Drexel Laboratory for Adaptive Cognition

Code for Rate-Distortion theory


I've written an R package for constructing models based on rate–distortion theory. The package is based on the material described in the paper:

Sims, C. R. (under review). Rate–distortion theory and human perception. Manuscript under review. [Contact for more information or to request a draft copy.]

Rate–distortion theory is a field within information theory that examines optimal lossy compression. That is, given that some information must be lost, how can a communication channel be designed that minimizes the cost of communication error? Rate-distortion theory is concerned with the optimal (minimal cost) solution to such tradeoffs. As such, the framework is particularly useful for constructing boundedly-rational models of biological information processing.

Installation instructions: The package is hosted on CRAN (the Comprehensive R Archive Network; https://cran.r-project.org/). To install the latest version, simply start R and enter the following command:

install.packages("RateDistortion")

Usage: The R package contains documentation on all the functions and includes minimal working examples. To get started, after installing within R, type:

library("RateDistortion")
?RateDistortion

As a simple example, consider a channel that transmits samples from a Gaussian distribution, minimizing the squared error cost function subject to a capacity constraint.
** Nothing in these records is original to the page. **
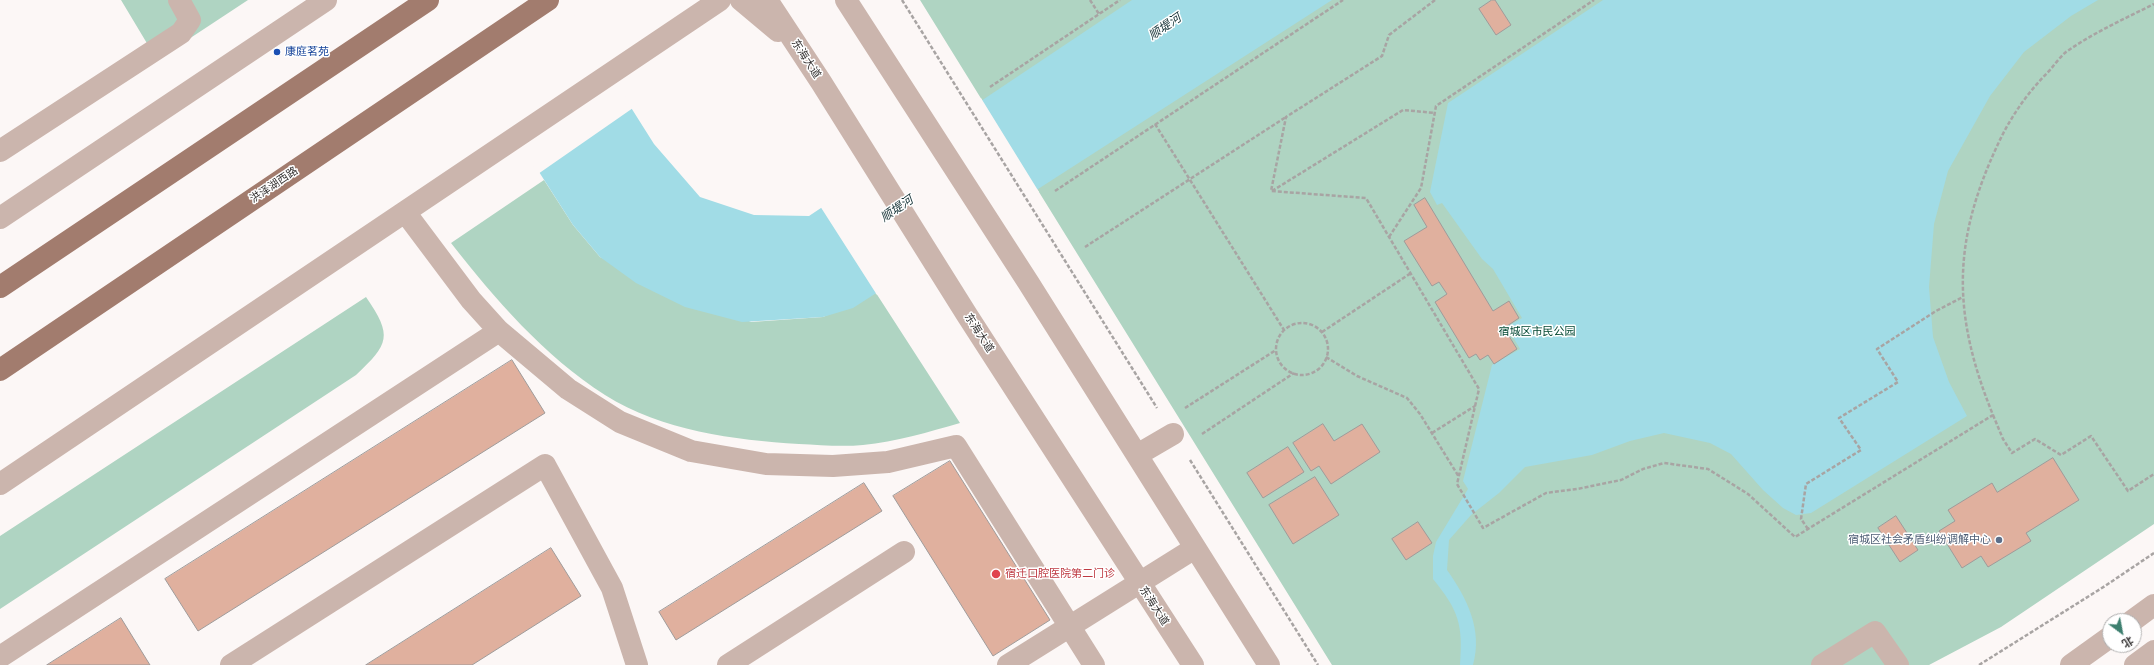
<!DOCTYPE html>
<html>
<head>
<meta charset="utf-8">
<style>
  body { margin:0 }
  #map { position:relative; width:2154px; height:665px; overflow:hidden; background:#fcf7f6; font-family:Montserrat,"Noto Sans SC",sans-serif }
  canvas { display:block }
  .north { position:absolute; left:2102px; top:613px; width:40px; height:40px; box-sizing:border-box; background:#fff; border:1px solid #afaeae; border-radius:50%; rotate:148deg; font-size:11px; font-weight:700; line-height:16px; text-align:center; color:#363434 }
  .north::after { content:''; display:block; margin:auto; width:14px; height:18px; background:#3d7f6f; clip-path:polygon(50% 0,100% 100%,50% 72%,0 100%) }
</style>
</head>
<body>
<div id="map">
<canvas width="2154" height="665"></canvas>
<div class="north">北</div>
</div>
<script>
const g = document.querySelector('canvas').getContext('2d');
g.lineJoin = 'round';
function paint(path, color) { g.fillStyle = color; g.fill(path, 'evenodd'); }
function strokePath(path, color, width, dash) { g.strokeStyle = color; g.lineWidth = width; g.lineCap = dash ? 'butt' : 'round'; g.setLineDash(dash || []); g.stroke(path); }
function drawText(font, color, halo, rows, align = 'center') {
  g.font = font + ' Montserrat,"Noto Sans SC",sans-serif'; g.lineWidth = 3; g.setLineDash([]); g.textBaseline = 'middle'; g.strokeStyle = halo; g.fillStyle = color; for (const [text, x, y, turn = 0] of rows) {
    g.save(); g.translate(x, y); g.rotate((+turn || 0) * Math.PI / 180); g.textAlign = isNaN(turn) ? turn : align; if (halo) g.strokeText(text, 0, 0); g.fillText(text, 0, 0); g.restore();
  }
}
const green = new Path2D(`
  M 121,0 L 248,0 L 157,60 Z
  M 920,0 L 2154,0 L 2154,524 L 2001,627 L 1929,665 L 1332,665 Z
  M 544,180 L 573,225 L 600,257 L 751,322 L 823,317 L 876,293 L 960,423 C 928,432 896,442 863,445 C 842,447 820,445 799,444 C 734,440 662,431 605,395 C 544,356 495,299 451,243 Z
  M 366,297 C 393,336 389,344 356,375 L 0,609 L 0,536 Z`);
const water = new Path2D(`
  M 429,0 L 563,0 L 654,144 L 700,197 L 754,215 L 809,216 L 1132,0 L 1332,0 L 853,308 L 823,317 L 742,322 L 685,307 L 636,283 L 600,257 L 573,225 Z
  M 1603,0 L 2098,0 L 2071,16 L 2024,52 L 1990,96 L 1948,171 L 1934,224 L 1929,287 L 1933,337 L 1949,382 L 1967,416 L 1811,513 L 1796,515 L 1783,508 L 1763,490 L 1731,454 L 1710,443 L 1664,433 L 1630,441 L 1592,455 L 1525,467 L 1499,493 L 1471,515 L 1449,540 L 1447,570 C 1467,598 1483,630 1473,665 L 1460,665 C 1463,624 1459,611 1433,579 L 1433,556 L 1436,542 L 1468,489 L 1463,481 L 1492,365 L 1520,349 L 1507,327 L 1522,318 L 1493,269 L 1482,259 L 1442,203 L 1437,205 L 1430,192 L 1448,103 Z`);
const pier = new Path2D(`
  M 427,0 L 565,0 L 633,108 L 538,174 Z
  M 981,98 L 1039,192 L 877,295 L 820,206 Z`);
const building = new Path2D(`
  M 1492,0 L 1495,0 L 1511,25 L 1496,35 L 1479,9 Z
  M 1425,198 L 1493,311 L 1509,301 L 1519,318 L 1504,328 L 1517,349 L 1494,364 L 1488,355 L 1480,360 L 1476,354 L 1469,358 L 1435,302 L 1447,294 L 1439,282 L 1432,286 L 1404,241 L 1427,227 L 1414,205 Z
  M 512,360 L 545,413 L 198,631 L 165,579 Z
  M 1323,424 L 1334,441 L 1362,424 L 1380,452 L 1331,484 L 1319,466 L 1311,471 L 1293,443 Z
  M 1288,447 L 1304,472 L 1263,498 L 1247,473 Z
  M 2053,458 L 2079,500 L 2026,533 L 2031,541 L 1988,567 L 1981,556 L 1962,568 L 1939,531 L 1955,521 L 1948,510 L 1992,483 L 1997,492 Z
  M 950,461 L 1050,620 L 993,656 L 893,496 Z
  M 1315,477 L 1339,515 L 1293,544 L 1269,505 Z
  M 864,483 L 882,511 L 676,640 L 659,612 Z
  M 1896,516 L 1918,550 L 1900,562 L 1878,528 Z
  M 1418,522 L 1432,543 L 1406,560 L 1392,539 Z
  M 551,548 L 581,596 L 472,665 L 366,665 Z
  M 121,618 L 150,665 L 47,665 Z`);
const path = new Path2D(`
  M 902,0 L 1157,408
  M 1090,0 L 1099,14
  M 1435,0 L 1389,35 L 1382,56 L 1286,117 L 1271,191 L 1366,198 L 1479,389 L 1457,484 L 1483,528 L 1546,493 L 1577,489 L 1621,480 L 1643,469 L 1664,463 L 1708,469 L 1748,494 L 1795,537 L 1993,415 C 1952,314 1952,242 1998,144 C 2011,116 2028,92 2050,70 C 2055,64 2060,57 2066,52 C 2093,33 2124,19 2154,4
  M 990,87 L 1120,0
  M 1155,124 L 1284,330
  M 1055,191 L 1343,0
  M 1272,191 L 1403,110 L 1435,113
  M 1389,237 L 1421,188 L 1436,106 L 1594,0
  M 1085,247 L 1286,117
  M1276 349a26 26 0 1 1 52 0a26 26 0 1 1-52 0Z
  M 1322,332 L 1411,273
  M 1326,357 L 1357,376 L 1407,398 L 1420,414 L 1459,477
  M 1185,408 L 1276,350
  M 1993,415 L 2003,439 L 2012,453 L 2035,439 L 2061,455 L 2091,436 L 2128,491 L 2154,474
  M 1432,433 L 1475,406
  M 1202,434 L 1294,373
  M 1190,460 L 1318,665
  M 1808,529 L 1801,519 L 1806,484 L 1861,450 L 1839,418 L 1898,382 L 1877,349 L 1936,311 L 1963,297
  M 1979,665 L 2105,586 L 2154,553`);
const minor = new Path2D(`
  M 741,0 L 778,31
  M 767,0 L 821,82 L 967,315 L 1193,665
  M 846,0 L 1028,282 L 1269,665
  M 0,151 L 181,33 L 190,20 L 179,0
  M 405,212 L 471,300 L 499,331 L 568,389 L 620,422 L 691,451 L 766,464 L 833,466 L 888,462 L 956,446 L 1094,665
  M 0,218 L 326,0
  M 1137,455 L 1173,434
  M 0,484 L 720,0
  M 2132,621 L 2154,605
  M 0,657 L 499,331
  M 231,665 L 545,465 L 612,588 L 637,665
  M 728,665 L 904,552
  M 1008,665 L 1195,548
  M 1822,665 L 1875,632 L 1898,665
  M 2071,665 L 2110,637
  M 2135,665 L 2154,651`);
const major = new Path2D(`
  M 0,287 L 428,0
  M 0,370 L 548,0`);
const markers = [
  [277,52,4,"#1a4fb4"],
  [1999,540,4,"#5c6f8a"],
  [996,574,5,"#e0444e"]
];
const transitNames = [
  ["康庭茗苑",285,52]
];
const streetNames = [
  ["东海大道",806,59,57],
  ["洪泽湖西路",274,185,-34],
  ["东海大道",979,333,57],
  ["东海大道",1154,606,57]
];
const parkNames = [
  ["宿城区市民公园",1537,332]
];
const serviceNames = [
  ["宿城区社会矛盾纠纷调解中心",1991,540]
];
const healthNames = [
  ["宿迁口腔医院第二门诊",1005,574]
];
const waterNames = [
  ["顺堤河",1165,27,-34],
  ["顺堤河",897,209,-34]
];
paint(green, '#afd4c2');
paint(water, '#a1dce6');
paint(pier, '#fcf7f6');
paint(building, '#e0b09e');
strokePath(building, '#9f9b9a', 1);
strokePath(path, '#a8a4a3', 2.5, [4, 2]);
strokePath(minor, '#cbb5ad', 22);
strokePath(major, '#a27c6e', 22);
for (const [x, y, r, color] of markers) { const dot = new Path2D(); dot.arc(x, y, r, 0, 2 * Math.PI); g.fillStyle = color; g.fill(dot); strokePath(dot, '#fff', 1.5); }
drawText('11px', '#164399', '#fff', transitNames, 'left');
drawText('11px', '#363434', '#fff', streetNames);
drawText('11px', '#034832', '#fff', parkNames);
drawText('11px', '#4e5e75', '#fff', serviceNames, 'right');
drawText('11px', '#be3a42', '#fff', healthNames, 'left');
drawText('italic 12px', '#112f33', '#fff', waterNames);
</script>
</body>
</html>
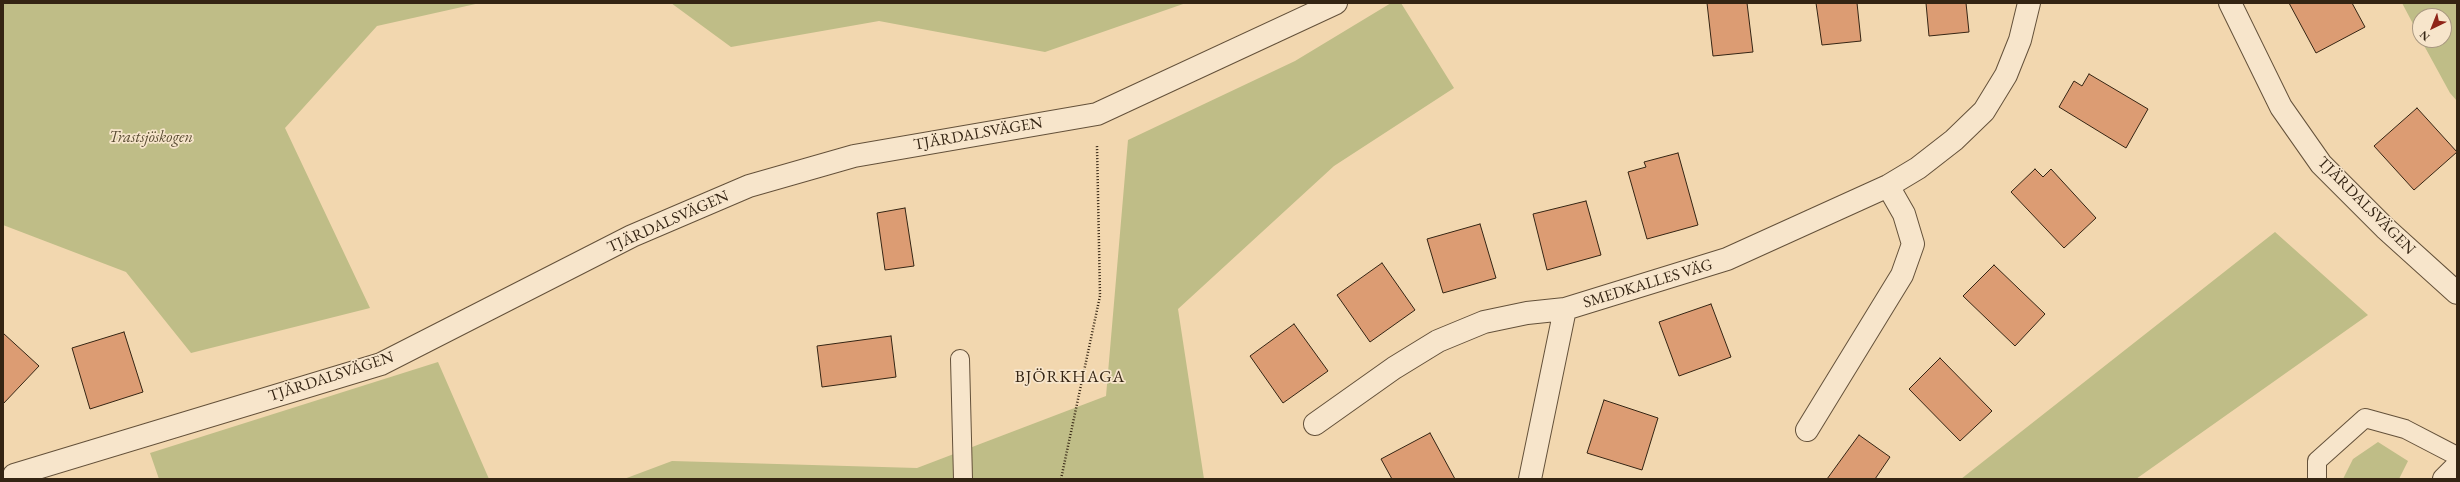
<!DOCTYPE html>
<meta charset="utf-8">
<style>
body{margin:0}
#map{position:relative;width:2460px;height:482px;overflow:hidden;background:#f2d7af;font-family:"EB Garamond",serif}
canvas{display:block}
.frame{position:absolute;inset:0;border:4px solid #342413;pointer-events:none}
.north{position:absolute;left:2412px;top:8px;width:40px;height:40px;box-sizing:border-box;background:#f7e5cb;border:1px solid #a99881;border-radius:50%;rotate:223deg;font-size:11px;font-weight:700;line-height:16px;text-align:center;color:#342413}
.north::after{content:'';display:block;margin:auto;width:14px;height:18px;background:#8f2418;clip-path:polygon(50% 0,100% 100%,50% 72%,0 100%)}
</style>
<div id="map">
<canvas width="2460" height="482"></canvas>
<div class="frame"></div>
<div class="north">N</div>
</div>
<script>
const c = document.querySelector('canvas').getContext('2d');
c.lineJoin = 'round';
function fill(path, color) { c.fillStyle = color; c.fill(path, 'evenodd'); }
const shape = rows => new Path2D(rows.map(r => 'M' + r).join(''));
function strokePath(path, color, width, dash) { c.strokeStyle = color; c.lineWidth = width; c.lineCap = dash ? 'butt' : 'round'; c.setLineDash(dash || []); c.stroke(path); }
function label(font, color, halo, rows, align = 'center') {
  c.font = font + ' "EB Garamond",serif'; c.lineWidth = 3.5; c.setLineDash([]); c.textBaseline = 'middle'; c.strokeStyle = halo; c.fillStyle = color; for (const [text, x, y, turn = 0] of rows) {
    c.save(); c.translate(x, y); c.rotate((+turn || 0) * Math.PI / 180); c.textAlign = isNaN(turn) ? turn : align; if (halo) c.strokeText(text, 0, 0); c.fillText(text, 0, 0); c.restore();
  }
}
const green = shape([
 [3,3,480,3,377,26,285,128,370,308,191,353,126,272,3,225],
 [671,3,1186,3,1045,52,879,21,731,47],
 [1391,3,1401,3,1454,88,1334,166,1178,309,1204,479,624,479,672,461,917,468,1106,396,1128,140,1295,61],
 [2402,3,2457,3,2457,101,2450,93,2421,40,2444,40,2444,16,2420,16,2420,37],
 [2275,232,2368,315,2136,479,1961,479],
 [438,362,489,479,159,479,150,453],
 [2378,442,2408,461,2399,479,2343,479,2353,459]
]);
const building = shape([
 [1707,3,1747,3,1753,52,1713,56,1707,3],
 [1816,3,1857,3,1861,41,1822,45,1816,3],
 [1926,3,1966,3,1969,32,1929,36,1926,3],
 [2289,3,2352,3,2365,27,2316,53,2289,3],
 [2089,74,2148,109,2126,148,2059,107,2074,81,2082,86,2089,74],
 [2417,108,2457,152,2414,190,2374,146,2417,108],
 [1678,153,1698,225,1647,239,1628,172,1646,167,1644,162,1678,153],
 [2035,169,2043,177,2051,169,2096,218,2064,248,2011,192,2035,169],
 [1586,201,1601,255,1547,270,1533,214,1586,201],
 [905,208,914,266,885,270,877,213,905,208],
 [1480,224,1496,278,1443,293,1427,239,1480,224],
 [1382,263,1415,310,1370,342,1337,295,1382,263],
 [1994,265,2045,314,2015,346,1963,296,1994,265],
 [1711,304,1731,357,1679,376,1659,322,1711,304],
 [1294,324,1328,371,1283,403,1250,356,1294,324],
 [124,332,143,392,90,409,72,348,124,332],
 [3,333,39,366,3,404,3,333],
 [891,336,896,377,822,387,817,346,891,336],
 [1940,358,1992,411,1960,441,1909,389,1940,358],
 [1604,400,1658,418,1642,470,1587,453,1604,400],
 [1430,433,1455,479,1392,479,1381,459,1430,433],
 [1859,435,1890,457,1875,479,1827,479,1859,435]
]);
const path = shape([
 [1061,479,1100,296,1097,146]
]);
const service = shape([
 [960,359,963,479],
 [2317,479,2317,461,2365,418,2405,429,2457,456]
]);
const minor = shape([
 [2230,3,2281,107,2321,164,2385,228,2457,293],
 [1315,424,1394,368,1438,341,1484,322,1527,313,1565,309],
 [1807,430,1902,275,1913,244,1904,214,1888,186],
 [14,479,14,475,381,364,632,236,749,186,854,156,1097,114,1336,3],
 [1530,479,1565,309,1727,259,1888,186,1918,168,1954,140,1984,111,2006,75,2020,40,2029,3],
 [2444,479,2457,466]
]);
const streetNames = [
 ["TJÄRDALSVÄGEN",978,134,-10],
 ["TJÄRDALSVÄGEN",2366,206,45],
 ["TJÄRDALSVÄGEN",668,222,-24],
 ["SMEDKALLES VÄG",1648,284,-17],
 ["TJÄRDALSVÄGEN",331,377,-18]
];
const parkNames = [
 ["Trastsjöskogen",151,138]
];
const neighbourhoodNames = [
 ["BJÖRKHAGA",1070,377]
];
fill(green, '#bfbd87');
fill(building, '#dc9c73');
strokePath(building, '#342413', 1);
strokePath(service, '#64513a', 20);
strokePath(minor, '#64513a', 24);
strokePath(path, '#342413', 2.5, [1, 2]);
strokePath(service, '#f7e5cb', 18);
strokePath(minor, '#f7e5cb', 22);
label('16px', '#342413', '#f7e5cb', streetNames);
label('italic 16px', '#574a30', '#f7e5cb', parkNames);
c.letterSpacing = '1px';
label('17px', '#342413', '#f7e5cb', neighbourhoodNames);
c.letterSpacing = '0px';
</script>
This channel can be constructed as follows:

library(RateDistortion) # Load the library

# Define a discretized Gaussian information source
x <- seq(from = -10, to = 10, length.out = 100)
Px <- dnorm(x, mean = 0, sd = 3)
Px <- Px / sum(Px) # Ensure that probability sums to 1
y <- x # The destination alphabet is the same as the source

# Define a quadratic cost function
cost.function <- function(x, y) {
(y - x)^2
}

R.max <- 2 # Assume a constraint on information rate (bits)
# Find an optimal information channel
Q <- FindOptimalChannel(x, Px, y, cost.function, R.max)

# Compute the conditional distribution for a given value of x
cpd <- ConditionalDistribution(Q, index = 25)

# Plot the results
plot(c(-10, 10), c(0, 0.15), type = "n",
xlab = "x", ylab = "Probability",
yaxs = "i")
lines(x, Px, col = "black") ## Prior distribution
abline(v = x[25], col = "red") ## Channel input
lines(cpd$y, cpd$p, col = "red") ## Channel output distribution

The manuscript linked above gives further examples on its use. Additional examples, along with more complete models and datasets, will eventually be posted here.